Add WaitCondition for the Elastigroup custom resource
lmineiro opened this issue · comments
Native Auto Scaling Groups use a combination of CreationPolicy and the cfn-signal helper script to notify the CloudFormation stack of the success provisioning the number of required instances in the group.

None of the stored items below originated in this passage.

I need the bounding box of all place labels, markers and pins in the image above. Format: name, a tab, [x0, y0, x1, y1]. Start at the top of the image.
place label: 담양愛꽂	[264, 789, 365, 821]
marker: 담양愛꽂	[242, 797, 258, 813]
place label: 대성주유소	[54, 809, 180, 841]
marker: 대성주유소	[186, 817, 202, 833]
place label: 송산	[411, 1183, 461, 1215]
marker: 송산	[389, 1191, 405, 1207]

Elastigroups are a custom resource and the CreationPolicy doesn't apply to them (Even if such parameter is currently missing from the Senza::Elastigroup
component). For a custom resource such as Elastigroups Senza should use a WaitCondition, together with WaitConditionHandle enabling the same functionality as native Auto Scaling Groups.
{
"AWSTemplateFormatVersion": "2010-09-09",
"Description": "Test cfn-signal for Elastigroup",
"Resources": {
"ExampleElastigroup": {
"Properties": {
"ServiceToken": "arn:aws:lambda:eu-central-1:178579023202:function:spotinst-cloudformation",
"accessToken": "XXXXXX",
"accountId": "act-XXXXXX",
"group": {
"capacity": {
"maximum": 1,
"minimum": 1,
"target": 1
},
"compute": {
"instanceTypes": {
"ondemand": "t3.medium",
"spot": [
"t3.medium"
]
},
"launchSpecification": {
"imageId": "ami-XXXXXXX",
"monitoring": false,
"ebsOptimized": false,
"keyPair": "XXXXXX",
"securityGroupIds": [
"sg-XXXXXX"
],
"tags": [
{
"tagKey": "myTag",
"tagValue": "myKey"
}
],
"userData": {
"Fn::Base64": {
"Fn::Join": [
"",
[
"#!/bin/bash -xe\n",
"yum install -y aws-cfn-bootstrap\n",
"/opt/aws/bin/cfn-signal '",
{
"Ref": "WaitHandle"
},
"'\n"
]
]
}
}
},
"product": "Linux/UNIX",
"availabilityZones": [
{
"name": "eu-central-1b",
"subnetIds": [
"subnet-XXXXXXX"
]
}
]
},
"name": "Example-Elastigroup",
"strategy": {
"risk": 100,
"availabilityVsCost": "balanced",
"drainingTimeout": 120,
"fallbackToOd": true,
"lifetimePeriod": "days",
"persistence": {},
"revertToSpot": {
"performAt": "always"
}
}
}
},
"Type": "Custom::elastigroup"
},
"WaitHandle": {
"Type": "AWS::CloudFormation::WaitConditionHandle"
},
"WaitCondition": {
"Type": "AWS::CloudFormation::WaitCondition",
"DependsOn": "ExampleElastigroup",
"Properties": {
"Handle": {
"Ref": "WaitHandle"
},
"Timeout": "300",
"Count": "1"
}
}
}
}
This change will require changes in Taupage, specifically in the init.sh script where the signaling is done currently.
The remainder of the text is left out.